Hi, through you very much. But why? t-tau2 is from the convolution and (t+phi) because it is the 2nd operand for the x-correlation...

 

[haruspex]

Actually, the left hand integral in the same line was also wrong. Both must mention phi:
$h(t) = (f*g)(t) = \int_{\tau=0}^t f(\tau)g(t-\tau).d\tau$
$(h*h)(t) = \int_\phi h(\phi)h(t-\phi).d\phi = \int_{\phi=0}^t \left(\int_{\tau=0}^t f(\tau)g(\phi-\tau).d\tau\right)\left(\int_{\tau=0}^{t-\phi} f(\tau)g(t-\phi-\tau).d\tau\right).d\phi$

 

[Mute]

Actually, the left hand integral in the same line was also wrong. Both must mention phi:
$h(t) = (f*g)(t) = \int_{\tau=0}^t f(\tau)g(t-\tau).d\tau$
$(h*h)(t) = \int_\phi h(\phi)h(t-\phi).d\phi = \int_{\phi=0}^t \left(\int_{\tau=0}^t f(\tau)g(\phi-\tau).d\tau\right)\left(\int_{\tau=0}^{t-\phi} f(\tau)g(t-\phi-\tau).d\tau\right).d\phi$

Your second line should be $(h \star h)(t)$, as it's a cross-correlation, so it's a plus $\phi$ in the integral arguments rather than a minus $\phi$, and the limits are the real line:

$$(h \star h)(t) = \int_{-\infty}^\infty d\phi~ h(\phi)h(t+\phi) = \int_{\phi=-\infty}^\infty d\phi~ \left(\int_{\tau_1=0}^t d\tau_1~f(\tau_1)g(\phi-\tau_1)\right)\left(\int_{\tau_2=0}^{t+\phi} d\tau_2 f(\tau_2)g(t+\phi-\tau_2)\right). $$

 

[haruspex]

Your second line should be $(h \star h)(t)$, as it's a cross-correlation, so it's a plus $\phi$ in the integral arguments rather than a minus $\phi$,

OK, I missed the distinction in the signs, thanks. So the error in the OP is that $f\left(t-\tau_1\right)$ should have been $f\left(\phi-\tau_1\right)$

 

[divB]

Hi, thank you both of you! That's indeed a mistake.

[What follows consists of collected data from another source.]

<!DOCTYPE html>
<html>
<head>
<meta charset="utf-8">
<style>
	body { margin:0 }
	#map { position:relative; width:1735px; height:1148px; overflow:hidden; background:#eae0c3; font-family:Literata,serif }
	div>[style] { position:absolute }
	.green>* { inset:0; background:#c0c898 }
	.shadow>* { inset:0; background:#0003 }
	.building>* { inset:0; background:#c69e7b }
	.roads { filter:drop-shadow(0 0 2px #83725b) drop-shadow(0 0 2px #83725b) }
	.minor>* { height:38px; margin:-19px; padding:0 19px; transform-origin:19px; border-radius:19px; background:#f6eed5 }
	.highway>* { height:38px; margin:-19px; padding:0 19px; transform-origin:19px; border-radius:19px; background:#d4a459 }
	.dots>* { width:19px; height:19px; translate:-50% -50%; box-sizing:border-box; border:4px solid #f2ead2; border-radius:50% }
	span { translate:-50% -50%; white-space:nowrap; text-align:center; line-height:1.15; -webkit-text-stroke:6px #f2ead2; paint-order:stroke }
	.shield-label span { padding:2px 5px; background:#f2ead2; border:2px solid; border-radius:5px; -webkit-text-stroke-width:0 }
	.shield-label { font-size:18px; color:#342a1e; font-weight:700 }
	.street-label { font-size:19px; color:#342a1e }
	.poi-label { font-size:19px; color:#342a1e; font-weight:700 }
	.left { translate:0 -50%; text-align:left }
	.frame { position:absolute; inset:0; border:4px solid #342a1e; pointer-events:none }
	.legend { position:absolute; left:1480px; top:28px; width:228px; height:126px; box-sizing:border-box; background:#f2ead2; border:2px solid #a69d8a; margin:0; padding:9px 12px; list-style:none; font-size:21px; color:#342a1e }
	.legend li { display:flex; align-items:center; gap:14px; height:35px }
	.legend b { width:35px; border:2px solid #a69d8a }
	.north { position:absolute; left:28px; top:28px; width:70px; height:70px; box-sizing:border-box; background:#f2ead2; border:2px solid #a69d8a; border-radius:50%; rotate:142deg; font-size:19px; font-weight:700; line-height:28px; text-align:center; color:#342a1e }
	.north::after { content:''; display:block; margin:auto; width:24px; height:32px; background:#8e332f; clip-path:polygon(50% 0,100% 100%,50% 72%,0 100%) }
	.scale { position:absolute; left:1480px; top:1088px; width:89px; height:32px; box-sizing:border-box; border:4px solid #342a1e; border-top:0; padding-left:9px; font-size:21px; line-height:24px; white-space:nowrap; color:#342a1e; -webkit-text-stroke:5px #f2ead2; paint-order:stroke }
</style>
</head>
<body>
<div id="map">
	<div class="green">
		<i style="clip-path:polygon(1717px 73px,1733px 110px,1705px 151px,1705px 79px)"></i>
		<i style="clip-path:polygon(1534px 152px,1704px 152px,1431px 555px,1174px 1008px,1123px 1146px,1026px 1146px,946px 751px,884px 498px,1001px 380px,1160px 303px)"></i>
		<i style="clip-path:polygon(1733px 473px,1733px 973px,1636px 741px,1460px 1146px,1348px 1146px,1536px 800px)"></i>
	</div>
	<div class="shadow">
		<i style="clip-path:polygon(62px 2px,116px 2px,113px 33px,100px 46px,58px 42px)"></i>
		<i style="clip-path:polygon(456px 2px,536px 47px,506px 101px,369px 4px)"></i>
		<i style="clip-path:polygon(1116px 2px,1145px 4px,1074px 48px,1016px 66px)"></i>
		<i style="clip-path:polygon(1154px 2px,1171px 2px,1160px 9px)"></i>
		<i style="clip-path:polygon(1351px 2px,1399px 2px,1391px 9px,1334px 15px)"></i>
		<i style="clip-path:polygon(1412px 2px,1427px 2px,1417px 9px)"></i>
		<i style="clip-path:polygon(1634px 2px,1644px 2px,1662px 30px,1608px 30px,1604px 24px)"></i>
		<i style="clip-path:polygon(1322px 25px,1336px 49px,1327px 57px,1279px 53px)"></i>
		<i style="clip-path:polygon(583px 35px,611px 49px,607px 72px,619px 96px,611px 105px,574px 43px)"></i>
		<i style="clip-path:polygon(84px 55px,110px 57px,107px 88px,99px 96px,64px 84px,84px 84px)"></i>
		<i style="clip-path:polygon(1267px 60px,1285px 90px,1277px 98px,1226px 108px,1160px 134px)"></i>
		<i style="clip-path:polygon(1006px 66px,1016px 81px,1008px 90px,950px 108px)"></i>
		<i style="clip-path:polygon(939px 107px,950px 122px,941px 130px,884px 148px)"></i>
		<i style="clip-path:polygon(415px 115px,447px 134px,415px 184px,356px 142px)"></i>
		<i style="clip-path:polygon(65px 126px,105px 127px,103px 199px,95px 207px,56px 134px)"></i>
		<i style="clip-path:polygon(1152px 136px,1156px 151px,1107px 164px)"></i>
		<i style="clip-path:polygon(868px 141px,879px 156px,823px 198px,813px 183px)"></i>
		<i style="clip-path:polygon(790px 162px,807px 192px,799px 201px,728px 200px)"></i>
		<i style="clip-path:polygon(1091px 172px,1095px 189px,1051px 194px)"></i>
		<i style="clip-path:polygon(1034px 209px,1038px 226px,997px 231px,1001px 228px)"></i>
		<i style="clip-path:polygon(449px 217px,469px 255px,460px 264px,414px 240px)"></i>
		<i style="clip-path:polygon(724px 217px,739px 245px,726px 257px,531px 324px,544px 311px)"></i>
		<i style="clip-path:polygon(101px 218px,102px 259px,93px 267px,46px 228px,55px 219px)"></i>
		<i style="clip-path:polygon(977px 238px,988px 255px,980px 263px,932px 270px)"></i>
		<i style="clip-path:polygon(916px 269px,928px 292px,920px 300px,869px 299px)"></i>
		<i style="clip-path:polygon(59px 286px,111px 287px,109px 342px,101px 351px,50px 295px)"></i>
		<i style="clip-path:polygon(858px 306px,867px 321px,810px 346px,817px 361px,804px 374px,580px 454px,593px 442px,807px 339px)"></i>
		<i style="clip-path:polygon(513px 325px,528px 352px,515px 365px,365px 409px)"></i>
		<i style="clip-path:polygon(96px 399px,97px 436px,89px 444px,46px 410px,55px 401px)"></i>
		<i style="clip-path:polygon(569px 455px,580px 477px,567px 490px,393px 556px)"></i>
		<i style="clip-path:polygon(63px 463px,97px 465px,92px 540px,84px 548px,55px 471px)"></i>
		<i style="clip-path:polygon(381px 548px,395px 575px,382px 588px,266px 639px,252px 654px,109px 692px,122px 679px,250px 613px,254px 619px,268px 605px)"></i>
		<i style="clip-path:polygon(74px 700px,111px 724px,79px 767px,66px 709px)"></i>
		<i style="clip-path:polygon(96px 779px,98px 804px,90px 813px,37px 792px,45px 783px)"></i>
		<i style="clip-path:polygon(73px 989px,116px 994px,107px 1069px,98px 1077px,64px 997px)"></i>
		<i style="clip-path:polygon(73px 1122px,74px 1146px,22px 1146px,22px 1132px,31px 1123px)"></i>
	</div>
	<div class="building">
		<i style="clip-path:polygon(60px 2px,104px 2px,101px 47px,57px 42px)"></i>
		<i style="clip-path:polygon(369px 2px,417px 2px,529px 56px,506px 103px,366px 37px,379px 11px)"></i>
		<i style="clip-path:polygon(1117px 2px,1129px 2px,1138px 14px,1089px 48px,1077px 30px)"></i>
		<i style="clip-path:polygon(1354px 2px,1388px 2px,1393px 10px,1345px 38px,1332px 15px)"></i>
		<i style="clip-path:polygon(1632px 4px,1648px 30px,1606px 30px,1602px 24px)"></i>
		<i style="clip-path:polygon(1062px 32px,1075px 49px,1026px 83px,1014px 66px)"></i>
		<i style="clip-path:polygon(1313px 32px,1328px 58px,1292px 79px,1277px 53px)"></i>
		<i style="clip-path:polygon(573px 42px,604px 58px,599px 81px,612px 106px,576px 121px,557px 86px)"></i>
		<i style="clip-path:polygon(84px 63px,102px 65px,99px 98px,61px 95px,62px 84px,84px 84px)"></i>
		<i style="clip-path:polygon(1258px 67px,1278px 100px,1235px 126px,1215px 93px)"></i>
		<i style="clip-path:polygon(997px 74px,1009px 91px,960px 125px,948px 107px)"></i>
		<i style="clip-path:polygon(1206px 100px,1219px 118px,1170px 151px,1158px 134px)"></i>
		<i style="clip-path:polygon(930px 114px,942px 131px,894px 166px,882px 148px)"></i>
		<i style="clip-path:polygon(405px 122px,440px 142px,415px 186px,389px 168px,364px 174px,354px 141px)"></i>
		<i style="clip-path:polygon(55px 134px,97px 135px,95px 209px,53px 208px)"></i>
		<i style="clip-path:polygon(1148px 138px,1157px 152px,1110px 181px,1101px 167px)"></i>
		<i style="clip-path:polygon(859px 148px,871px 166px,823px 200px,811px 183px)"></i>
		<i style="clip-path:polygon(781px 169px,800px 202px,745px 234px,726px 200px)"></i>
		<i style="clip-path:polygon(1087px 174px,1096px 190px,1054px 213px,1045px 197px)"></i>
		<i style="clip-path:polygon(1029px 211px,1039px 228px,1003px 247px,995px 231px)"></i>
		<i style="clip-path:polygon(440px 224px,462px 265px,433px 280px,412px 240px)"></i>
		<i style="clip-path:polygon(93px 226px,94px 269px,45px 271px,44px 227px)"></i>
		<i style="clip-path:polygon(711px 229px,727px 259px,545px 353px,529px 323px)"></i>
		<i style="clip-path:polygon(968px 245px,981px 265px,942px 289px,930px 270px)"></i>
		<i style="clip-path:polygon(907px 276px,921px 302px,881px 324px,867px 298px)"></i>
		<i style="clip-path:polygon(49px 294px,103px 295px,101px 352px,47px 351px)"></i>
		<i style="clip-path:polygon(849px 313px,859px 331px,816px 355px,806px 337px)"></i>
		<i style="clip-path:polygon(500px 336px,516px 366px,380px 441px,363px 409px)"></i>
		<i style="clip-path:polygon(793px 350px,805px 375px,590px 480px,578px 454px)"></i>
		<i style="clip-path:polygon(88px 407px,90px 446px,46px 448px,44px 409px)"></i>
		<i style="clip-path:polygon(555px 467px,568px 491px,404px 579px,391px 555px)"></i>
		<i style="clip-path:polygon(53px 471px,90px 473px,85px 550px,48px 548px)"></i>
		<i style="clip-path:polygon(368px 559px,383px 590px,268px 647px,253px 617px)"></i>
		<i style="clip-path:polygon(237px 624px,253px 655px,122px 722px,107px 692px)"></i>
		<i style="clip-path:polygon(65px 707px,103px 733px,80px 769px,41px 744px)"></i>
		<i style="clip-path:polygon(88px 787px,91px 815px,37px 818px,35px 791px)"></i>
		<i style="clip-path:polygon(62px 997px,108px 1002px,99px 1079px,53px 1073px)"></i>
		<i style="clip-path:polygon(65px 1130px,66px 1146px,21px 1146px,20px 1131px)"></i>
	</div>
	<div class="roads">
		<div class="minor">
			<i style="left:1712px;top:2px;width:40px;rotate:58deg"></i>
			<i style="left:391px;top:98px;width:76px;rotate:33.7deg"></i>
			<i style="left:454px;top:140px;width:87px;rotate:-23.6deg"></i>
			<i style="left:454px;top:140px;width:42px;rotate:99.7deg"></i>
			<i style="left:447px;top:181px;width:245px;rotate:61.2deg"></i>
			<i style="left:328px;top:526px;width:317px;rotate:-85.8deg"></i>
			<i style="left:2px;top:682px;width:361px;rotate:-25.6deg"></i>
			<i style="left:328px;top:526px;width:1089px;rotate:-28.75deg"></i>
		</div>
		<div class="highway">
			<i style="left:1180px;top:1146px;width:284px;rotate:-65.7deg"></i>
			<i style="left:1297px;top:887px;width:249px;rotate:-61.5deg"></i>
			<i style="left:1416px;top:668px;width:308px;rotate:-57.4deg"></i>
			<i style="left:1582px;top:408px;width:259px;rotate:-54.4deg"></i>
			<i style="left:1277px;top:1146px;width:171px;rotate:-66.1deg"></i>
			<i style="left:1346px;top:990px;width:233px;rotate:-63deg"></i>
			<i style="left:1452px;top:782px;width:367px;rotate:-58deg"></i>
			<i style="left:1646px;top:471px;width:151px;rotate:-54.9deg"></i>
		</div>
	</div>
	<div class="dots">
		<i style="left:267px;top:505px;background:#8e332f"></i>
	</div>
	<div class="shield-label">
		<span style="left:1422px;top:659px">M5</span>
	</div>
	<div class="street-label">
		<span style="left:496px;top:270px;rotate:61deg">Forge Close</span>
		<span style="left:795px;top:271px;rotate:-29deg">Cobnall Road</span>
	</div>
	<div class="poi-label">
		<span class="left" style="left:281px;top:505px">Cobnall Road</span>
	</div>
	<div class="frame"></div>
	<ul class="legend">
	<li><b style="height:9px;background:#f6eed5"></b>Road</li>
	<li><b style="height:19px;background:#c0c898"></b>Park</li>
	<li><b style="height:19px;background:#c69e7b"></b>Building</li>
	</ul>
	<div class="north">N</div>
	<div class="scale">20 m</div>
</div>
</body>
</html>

However, I just don't see it, maybe I miss the forest for the trees (aehm, integrals ...)

In the end, I need to group both "g" and both "f" together into one integral.
However f has distinct variables (tau1 and tau2).
The g has even 4 (!) different variables: t, phi, tau1, tau2

I tried substitution, but I just can't get rid of them ...